In August 1945, after living under Japanese rule for fourteen years, the Soviet Red Army entered the city as ‘liberators’ and installed a towering monument in the city center. How did the people of Changchun feel about the fact that it was erected in their name? At the same time that these monuments paying tribute to the Red Army were being completed, ‘The People of Changchun From All Walks of Life’ were being burned alive by the Red Army and their city pillaged.

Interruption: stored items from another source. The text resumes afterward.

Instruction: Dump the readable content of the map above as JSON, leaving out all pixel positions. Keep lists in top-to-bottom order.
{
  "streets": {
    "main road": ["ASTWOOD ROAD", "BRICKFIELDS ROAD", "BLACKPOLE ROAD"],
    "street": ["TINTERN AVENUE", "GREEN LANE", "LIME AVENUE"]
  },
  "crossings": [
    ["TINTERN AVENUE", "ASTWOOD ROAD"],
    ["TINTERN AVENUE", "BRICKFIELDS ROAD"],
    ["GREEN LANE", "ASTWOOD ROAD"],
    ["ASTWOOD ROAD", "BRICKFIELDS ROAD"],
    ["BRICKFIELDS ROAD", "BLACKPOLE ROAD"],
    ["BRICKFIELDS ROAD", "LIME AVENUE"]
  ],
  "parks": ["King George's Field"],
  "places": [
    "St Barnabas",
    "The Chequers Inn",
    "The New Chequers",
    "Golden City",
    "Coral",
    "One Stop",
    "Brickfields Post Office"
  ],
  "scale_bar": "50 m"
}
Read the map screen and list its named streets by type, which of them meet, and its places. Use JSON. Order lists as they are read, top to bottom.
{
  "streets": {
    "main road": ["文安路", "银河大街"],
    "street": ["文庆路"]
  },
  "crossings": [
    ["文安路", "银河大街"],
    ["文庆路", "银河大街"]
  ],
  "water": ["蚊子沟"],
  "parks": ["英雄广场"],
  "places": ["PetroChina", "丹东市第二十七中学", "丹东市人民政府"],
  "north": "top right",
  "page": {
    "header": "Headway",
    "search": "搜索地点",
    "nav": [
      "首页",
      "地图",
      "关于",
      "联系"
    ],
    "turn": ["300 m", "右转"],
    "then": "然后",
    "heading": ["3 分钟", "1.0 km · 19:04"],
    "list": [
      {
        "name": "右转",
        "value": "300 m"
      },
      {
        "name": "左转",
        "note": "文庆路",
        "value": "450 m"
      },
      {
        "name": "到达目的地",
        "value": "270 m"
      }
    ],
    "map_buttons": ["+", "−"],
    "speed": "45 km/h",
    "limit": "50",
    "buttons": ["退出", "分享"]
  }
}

In the winter of that year, Xu Zhangqing, a twenty one year old from Taipei stood outside Shenyang train station, after bidding farewell to a friend, he witnessed the following scene:

Outside the station is an enormous square, about the same size as the Presidential Palace in Taipei. As I was leaving I saw a woman on the square, dragging along a child on each hand, another child clung to her back, and another, slight older, carried a straw mat, altogether five people. Seven Soviet troops surrounded them and in plain view of passersby, began to brutalize the mother, the children, too, were assaulted. The child that had been knocked off her back sobbed bitterly. After they were finished, they ordered the woman and her children to lie down in a row on the ground. Using their machine guns, the Soviets sprayed their bodies with bullets.”

What Xu Zhangqing witnessed was most likely a Japanese mother and her children. However the Chinese people lived in a similar state of terror.

In 2010, officials from both China and Russia visited Changchun and laid wreaths at the foot of the Red Army monument. In the winter of 1945, Yu Heng was in Changchun, he noted that “everywhere the Red Army went, women were raped, buildings pillaged and houses set on fire. No matter if they were Chinese or Japanese, the women all cut their hair short and wore men’s clothing, otherwise they wouldn’t dare set foot outside. The so-called ‘liberators’, were, in actual fact, a frightening rabble, but people were too afraid to say so and their descendants still have to queue in front of the Soviet monument, take off their hats and show reverence.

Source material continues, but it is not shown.